Umm, thanks. I got a cramp halfway through reading that thing. What's the footies and mileage on that?

I was at Bean Hollow Beach two weeks ago and took some pics. Fine place!

fc


----------



## tron (Jul 18, 2004)

I do a similar ride when I can: Canada-> up and down OLH-> 84->Stage->Tunitas Creek-> Kings Mountain. My legs are usually pretty dead by Tunitas but usually actually helps me out.
One time I added the Pescadero Cut-Off to Stage. It was brutal, over 60 miles and tons of climbing. Its a nice cut off but was a little too long of a ride for me.

I just checked that Lobitos Creek Cut-Off, I have never done that but I think I might next time


----------



## tonyplin (Jun 12, 2007)

*Just climbed Tunitas creek 2 weekends ago*

I went up Tunitas creek two weekends ago on 1/26 when my wife and I visited Half Moon Bay. We'll be moving down the Peninsula later this year, so I'm scouting eventual weekend training rides.
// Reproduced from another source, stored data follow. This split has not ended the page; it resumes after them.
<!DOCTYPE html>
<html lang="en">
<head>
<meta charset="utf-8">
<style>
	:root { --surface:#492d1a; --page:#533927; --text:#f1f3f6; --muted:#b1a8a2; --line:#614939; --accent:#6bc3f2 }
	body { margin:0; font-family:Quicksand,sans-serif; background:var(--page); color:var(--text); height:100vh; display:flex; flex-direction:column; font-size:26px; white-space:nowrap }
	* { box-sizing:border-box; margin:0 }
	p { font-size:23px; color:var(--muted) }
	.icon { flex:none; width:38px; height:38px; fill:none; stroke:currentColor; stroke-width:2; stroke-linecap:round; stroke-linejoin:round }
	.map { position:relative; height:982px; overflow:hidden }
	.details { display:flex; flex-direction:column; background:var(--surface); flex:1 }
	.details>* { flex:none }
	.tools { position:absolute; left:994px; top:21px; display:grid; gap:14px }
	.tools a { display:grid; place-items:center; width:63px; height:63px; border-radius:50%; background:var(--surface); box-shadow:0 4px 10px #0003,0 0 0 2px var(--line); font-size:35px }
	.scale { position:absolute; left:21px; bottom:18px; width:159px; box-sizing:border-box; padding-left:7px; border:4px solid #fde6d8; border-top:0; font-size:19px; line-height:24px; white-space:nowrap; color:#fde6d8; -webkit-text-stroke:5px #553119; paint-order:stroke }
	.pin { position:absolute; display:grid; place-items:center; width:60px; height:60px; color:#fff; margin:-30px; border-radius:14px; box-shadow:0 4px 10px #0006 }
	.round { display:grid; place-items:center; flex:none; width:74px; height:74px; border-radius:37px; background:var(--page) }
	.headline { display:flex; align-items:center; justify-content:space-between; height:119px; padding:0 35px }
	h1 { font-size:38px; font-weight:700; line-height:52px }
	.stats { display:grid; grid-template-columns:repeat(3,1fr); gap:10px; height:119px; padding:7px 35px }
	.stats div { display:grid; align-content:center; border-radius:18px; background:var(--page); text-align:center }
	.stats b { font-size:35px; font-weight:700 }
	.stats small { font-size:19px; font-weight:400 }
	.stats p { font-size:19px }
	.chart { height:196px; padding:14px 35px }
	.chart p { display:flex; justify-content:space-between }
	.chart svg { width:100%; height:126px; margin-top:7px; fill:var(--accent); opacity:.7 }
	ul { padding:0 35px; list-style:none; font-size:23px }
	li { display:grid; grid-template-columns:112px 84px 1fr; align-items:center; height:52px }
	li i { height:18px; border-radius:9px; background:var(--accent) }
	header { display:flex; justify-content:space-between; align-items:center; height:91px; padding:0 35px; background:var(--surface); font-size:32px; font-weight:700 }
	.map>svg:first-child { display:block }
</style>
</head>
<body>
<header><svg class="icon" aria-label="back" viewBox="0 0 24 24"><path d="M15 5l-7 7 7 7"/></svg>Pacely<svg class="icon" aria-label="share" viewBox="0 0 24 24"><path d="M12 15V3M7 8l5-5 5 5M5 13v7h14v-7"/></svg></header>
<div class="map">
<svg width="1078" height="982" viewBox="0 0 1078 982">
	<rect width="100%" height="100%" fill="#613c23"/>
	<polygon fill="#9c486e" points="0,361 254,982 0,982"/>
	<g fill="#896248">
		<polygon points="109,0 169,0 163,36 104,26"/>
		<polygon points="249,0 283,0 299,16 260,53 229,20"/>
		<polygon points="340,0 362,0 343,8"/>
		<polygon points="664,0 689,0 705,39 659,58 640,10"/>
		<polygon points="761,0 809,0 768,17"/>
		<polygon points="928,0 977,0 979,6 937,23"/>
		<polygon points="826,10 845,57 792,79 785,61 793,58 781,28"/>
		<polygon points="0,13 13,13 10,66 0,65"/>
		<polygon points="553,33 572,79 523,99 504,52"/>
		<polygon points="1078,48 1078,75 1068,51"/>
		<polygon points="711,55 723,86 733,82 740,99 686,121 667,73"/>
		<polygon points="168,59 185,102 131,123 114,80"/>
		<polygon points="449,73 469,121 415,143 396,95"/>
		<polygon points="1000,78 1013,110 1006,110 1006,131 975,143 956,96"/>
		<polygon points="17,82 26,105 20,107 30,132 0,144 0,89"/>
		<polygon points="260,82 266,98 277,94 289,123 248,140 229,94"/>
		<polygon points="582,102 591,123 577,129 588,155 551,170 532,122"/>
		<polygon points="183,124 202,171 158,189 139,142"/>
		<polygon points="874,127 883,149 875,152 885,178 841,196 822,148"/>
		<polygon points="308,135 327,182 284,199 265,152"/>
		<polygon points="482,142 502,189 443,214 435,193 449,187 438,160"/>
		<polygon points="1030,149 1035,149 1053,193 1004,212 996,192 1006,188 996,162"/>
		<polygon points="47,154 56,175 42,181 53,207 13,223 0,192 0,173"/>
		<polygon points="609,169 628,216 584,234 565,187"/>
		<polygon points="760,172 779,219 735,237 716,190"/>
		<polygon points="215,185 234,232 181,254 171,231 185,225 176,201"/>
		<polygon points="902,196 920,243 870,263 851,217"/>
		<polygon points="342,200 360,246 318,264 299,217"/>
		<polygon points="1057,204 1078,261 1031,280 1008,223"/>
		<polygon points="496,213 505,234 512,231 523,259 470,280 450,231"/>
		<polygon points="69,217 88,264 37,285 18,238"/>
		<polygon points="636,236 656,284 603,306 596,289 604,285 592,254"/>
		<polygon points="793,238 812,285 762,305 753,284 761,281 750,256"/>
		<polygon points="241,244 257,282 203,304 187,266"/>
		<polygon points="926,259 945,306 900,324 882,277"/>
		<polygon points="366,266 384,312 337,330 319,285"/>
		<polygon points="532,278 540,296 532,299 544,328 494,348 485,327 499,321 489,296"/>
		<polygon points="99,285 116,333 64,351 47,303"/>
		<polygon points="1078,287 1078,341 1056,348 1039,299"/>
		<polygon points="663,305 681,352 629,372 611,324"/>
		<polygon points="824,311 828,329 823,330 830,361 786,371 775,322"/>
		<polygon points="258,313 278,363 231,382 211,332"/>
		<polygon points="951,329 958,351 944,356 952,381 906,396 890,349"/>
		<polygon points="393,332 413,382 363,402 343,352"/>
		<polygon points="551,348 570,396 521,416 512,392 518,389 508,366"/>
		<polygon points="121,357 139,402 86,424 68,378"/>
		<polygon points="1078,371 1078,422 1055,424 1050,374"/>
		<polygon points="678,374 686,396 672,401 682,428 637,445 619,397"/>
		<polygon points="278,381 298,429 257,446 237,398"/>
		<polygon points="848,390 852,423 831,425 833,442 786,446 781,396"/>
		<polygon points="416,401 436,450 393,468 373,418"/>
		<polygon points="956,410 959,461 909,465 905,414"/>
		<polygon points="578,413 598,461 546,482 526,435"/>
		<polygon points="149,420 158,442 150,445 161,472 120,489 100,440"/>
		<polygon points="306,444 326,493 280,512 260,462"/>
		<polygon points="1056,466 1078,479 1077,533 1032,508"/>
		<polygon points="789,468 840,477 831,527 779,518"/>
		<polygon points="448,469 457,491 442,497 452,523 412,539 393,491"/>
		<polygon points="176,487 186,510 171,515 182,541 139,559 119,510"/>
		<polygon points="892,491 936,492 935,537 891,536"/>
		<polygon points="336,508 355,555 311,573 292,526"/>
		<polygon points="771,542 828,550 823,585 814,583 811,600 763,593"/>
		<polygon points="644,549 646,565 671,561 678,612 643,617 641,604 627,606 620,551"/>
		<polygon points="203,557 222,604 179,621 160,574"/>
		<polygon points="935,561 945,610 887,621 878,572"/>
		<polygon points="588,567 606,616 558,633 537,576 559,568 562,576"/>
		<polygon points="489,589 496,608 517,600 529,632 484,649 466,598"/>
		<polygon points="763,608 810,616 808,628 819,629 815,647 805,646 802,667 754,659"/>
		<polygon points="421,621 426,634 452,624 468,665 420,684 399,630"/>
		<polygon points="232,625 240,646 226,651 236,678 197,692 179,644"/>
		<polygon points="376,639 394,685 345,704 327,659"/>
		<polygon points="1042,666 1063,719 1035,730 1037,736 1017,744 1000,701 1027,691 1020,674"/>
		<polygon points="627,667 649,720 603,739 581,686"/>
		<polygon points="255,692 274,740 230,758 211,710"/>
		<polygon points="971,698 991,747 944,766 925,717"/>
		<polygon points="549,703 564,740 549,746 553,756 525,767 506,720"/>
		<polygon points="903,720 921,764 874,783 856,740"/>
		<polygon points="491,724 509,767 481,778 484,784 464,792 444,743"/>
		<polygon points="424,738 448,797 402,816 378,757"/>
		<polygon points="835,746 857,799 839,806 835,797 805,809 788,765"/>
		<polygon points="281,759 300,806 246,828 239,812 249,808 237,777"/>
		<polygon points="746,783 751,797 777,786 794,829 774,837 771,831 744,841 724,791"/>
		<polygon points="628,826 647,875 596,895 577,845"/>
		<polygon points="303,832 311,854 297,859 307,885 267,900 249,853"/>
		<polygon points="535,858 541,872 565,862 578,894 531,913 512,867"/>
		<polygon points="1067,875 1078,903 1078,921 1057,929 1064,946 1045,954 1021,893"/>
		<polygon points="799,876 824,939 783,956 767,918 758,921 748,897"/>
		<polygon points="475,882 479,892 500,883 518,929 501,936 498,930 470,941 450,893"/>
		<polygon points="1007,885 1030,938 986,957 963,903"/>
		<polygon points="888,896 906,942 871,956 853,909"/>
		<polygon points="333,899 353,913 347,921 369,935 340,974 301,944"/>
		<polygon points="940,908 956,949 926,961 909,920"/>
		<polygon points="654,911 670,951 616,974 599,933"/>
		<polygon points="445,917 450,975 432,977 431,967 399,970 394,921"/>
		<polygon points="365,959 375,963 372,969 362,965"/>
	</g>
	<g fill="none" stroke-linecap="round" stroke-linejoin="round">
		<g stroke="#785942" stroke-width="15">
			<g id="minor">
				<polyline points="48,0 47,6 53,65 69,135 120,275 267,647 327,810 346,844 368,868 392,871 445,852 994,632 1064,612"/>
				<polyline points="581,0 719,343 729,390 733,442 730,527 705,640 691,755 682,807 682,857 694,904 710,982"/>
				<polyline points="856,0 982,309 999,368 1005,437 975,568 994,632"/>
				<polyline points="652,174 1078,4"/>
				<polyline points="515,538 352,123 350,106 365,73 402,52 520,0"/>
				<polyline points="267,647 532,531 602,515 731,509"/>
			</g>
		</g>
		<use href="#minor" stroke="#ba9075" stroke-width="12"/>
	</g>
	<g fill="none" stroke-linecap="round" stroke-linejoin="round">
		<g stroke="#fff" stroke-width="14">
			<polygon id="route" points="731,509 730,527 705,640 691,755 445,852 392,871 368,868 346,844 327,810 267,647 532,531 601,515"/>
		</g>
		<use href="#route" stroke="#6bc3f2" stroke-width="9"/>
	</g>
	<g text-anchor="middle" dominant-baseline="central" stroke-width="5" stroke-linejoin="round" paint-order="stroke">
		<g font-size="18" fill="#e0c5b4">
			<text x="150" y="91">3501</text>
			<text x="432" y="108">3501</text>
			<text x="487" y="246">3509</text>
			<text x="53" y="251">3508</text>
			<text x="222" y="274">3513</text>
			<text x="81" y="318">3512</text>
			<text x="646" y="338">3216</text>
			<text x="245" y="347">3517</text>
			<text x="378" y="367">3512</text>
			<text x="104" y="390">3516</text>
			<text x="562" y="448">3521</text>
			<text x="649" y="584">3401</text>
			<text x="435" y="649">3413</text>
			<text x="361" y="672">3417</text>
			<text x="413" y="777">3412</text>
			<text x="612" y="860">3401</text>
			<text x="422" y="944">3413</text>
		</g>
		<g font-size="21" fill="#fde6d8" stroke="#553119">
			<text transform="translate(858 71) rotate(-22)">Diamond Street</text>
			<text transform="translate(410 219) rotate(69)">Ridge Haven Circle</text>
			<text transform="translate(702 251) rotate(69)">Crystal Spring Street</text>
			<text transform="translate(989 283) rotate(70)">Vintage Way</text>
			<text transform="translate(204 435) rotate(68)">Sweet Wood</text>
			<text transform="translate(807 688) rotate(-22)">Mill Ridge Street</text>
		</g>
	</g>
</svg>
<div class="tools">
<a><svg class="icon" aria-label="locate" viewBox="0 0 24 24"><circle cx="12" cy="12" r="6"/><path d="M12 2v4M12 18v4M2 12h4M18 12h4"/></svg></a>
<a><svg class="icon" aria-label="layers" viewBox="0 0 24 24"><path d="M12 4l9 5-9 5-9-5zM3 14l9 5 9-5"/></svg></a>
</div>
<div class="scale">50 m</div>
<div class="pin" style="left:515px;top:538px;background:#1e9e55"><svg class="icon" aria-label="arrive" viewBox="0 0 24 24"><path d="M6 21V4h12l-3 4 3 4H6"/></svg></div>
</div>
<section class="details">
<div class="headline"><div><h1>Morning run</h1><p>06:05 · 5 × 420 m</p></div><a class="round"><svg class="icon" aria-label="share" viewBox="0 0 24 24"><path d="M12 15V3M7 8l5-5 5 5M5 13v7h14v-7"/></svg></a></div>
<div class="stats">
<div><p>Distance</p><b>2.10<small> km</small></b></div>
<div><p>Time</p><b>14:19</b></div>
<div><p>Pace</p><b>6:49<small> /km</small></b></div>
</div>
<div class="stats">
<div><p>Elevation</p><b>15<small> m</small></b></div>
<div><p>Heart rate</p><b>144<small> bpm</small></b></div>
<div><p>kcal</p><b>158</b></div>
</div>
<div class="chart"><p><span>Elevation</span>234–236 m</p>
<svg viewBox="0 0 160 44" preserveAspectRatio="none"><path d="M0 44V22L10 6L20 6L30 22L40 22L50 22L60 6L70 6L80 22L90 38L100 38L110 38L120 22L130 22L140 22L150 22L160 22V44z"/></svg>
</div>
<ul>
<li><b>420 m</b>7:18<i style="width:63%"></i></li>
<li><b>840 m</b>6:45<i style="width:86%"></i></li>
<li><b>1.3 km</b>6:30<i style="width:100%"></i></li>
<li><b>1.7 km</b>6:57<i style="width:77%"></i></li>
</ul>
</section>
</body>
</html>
What a great ride that was! Down PCH, up lobitos cutoff, Tunitas and down King's Mtn to Huddart park and back. Didn't even get rained on! I'm from SF so I usually do my rides in Marin. Tunitas seems very similar to the trees portion of Alpine Dam between the dam and the 7 sisters. The road definitely felt rough back down on the descent, but small price to pay for such great climbing.


----------



## mohair_chair (Oct 3, 2002)

tonyplin said:


> The road definitely felt rough back down on the descent, but small price to pay for such great climbing.


Nobody descends Tunitas! That's crazy. What you could have done was turn right at the top, on Skyline, and ridden to Hwy 84. It's a little more climbing up to Skeggs Point, but it's not bad. Then it's a pretty sweet descent until Hwy 84, and 84 ain't so bad either. Take 84 to the store at San Gregorio, then take Stage Road to Hwy 1 and descend back to Tunitas.


----------



## CoLiKe20 (Jan 30, 2006)

mohair_chair said:


> Nobody descends Tunitas! That's crazy..


i agree. the only time I descend tunitas is on my mountain bike with big tires.


----------



## tonyplin (Jun 12, 2007)

*Funny, that's what*

All my coworkers said to me too! Oh well, now I know.


----------